Suite à la publication d’un article remarqué dans la Frankfurter Allgemeinen Zeitung intitulé Für einen Kurswechsel in der Europa-Politik le 4 août dernier, Julian Nida-Rümelin était l’invité du SPD à Munich fin novembre pour parler d’Europe.

La casse sociale opérée en Allemagne dans les années 1990-2000 a été insufflée par le chancelier Gerhard Schröder (SPD), et poursuivie par le gouvernement conservateur d’Angela Merkel (jos à 400 €, suppression du Mindestlohn, pari sur des segments industriels ultra pointus et spécialisés et stratégie puissante à l’exportation par branche). Elle a fait de l’Allemagne un compétiteur économique redoutable qui a fini par mettre à genou ses partenaires européens et lui donne un pouvoir sans précédent dans le cadre de l’Union Européenne.

Julian Nida-Rümelin lui, considère que  ces stratégies individuelles ont atteint leurs limites dans le cadre de l’union monétaire. Il milite pour un changement d’orientation de la politique européenne menée jusqu’ici et critique fortement les choix de la chancelière Angela Merkel dans la gestion de la crise qui ravage les pays du sud de l’Europe.

Plus qu’appréciable, l’orateur commence par insister sur les faits : on parle de crise en Europe, de « crise de la dette » et beaucoup de la responsabilité de la Grèce dans cette tempête en raison de la mauvaise gestion de ses comptes publics. Si la crise touche effectivement l’Europe, que la Grèce est un état gangréné par la corruption, le clientélisme et une économie souterraine démesurée, il est effectivement judicieux de rappeler  que la Grèce n’est pas à l’origine de cette crise mais bien les États-Unis : c’est avec l’effondrement du système de prêts immobiliers à risque américain, la fameuse crise des subprimes que tout a démarré.
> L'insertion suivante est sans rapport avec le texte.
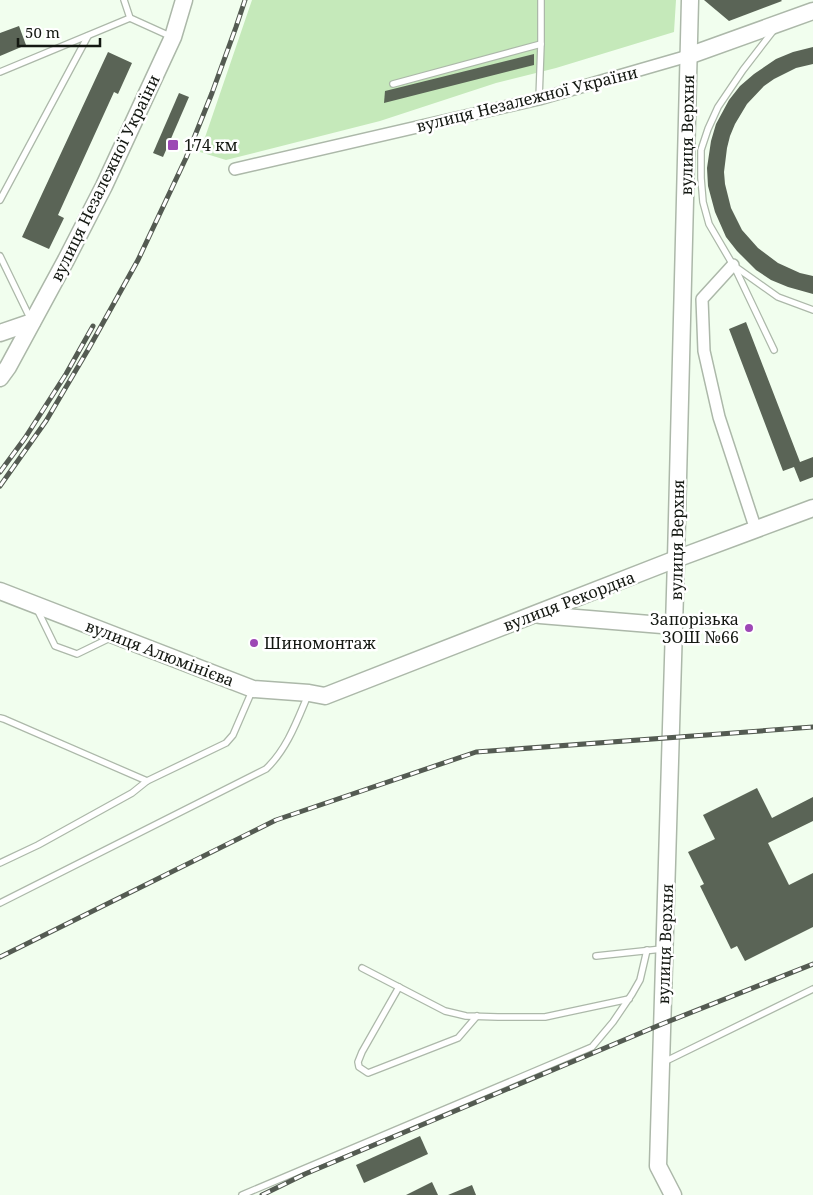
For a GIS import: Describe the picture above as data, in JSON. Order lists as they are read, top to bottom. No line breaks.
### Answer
{"streets":{"street":["вулиця Незалежної України","вулиця Верхня","вулиця Рекордна","вулиця Алюмінієва"]},"crossings":[["вулиця Незалежної України","вулиця Верхня"],["вулиця Верхня","вулиця Рекордна"],["вулиця Рекордна","вулиця Алюмінієва"]],"places":{"transit":["174 км"],"other":["Запорізька ЗОШ №66","Шиномонтаж"]},"scale_bar":"50 m"}
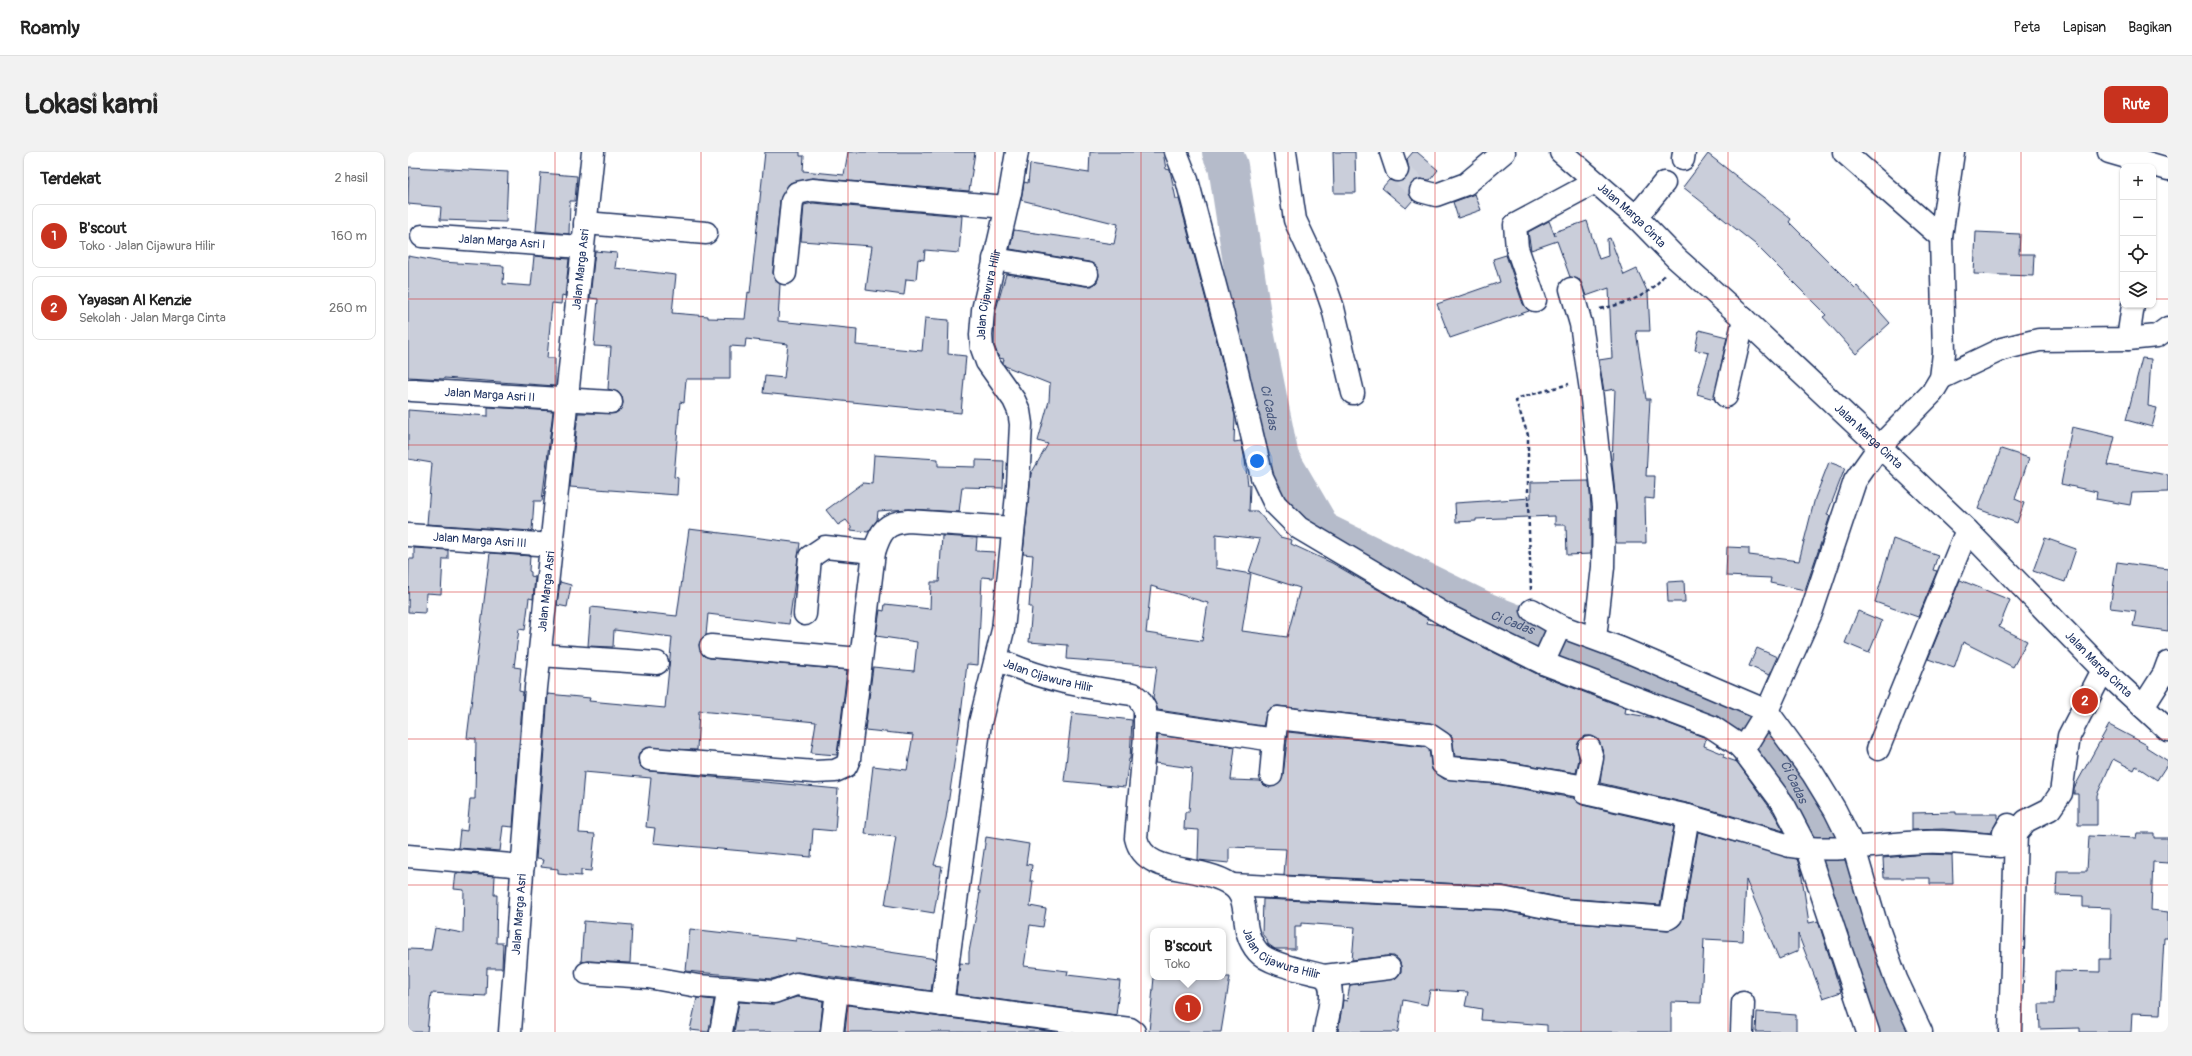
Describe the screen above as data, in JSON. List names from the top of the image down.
{
  "streets": {
    "street": [
      "Jalan Marga Cinta",
      "Jalan Marga Asri I",
      "Jalan Marga Asri",
      "Jalan Cijawura Hilir",
      "Jalan Marga Asri II",
      "Jalan Marga Asri III"
    ]
  },
  "crossings": [
    ["Jalan Marga Asri I", "Jalan Marga Asri"],
    ["Jalan Marga Asri", "Jalan Marga Asri II"],
    ["Jalan Marga Asri", "Jalan Marga Asri III"]
  ],
  "water": ["Ci Cadas"],
  "page": {
    "header": "Roamly",
    "nav": ["Peta", "Lapisan", "Bagikan"],
    "buttons": "Rute",
    "title": "Lokasi kami",
    "heading": ["Terdekat", "2 hasil"],
    "map_buttons": ["+", "−"],
    "list": [
      {
        "mark": "1",
        "name": "B'scout",
        "note": "Toko · Jalan Cijawura Hilir",
        "value": "160 m"
      },
      {
        "mark": "2",
        "name": "Yayasan Al Kenzie",
        "note": "Sekolah · Jalan Marga Cinta",
        "value": "260 m"
      }
    ],
    "pins": ["2", "1"],
    "popup": ["B'scout", "Toko"]
  }
}
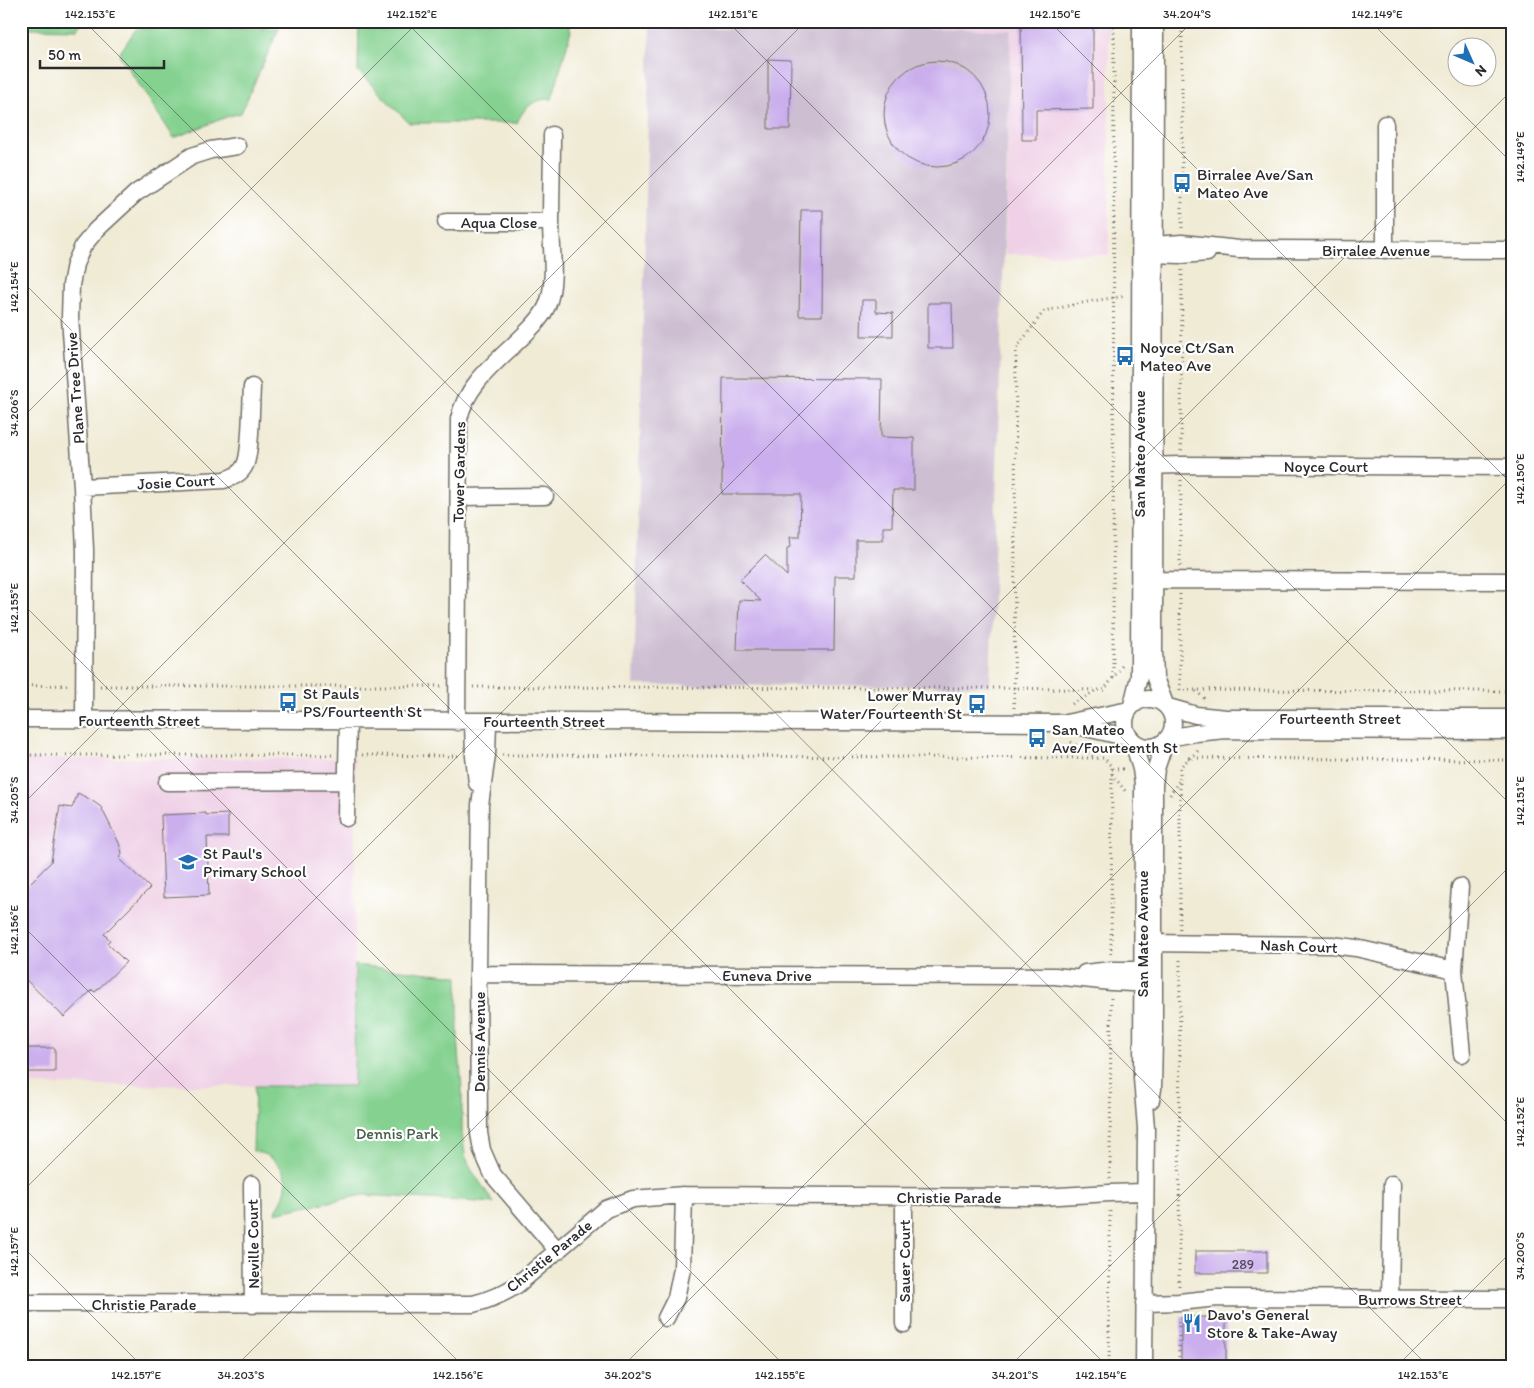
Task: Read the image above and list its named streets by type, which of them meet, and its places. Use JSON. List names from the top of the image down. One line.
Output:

Oui, rappelons que la planète entière, à commencer par le peuple grec livré à lui-même et sans avenir, mais aussi les espagnols, les portugais et les italiens qui payent le prix fort de l’inconscience ultra-libérale américaine qui continue de se refuser à toute régulation des marchés et qui vit entièrement à crédit dans des proportions démentes.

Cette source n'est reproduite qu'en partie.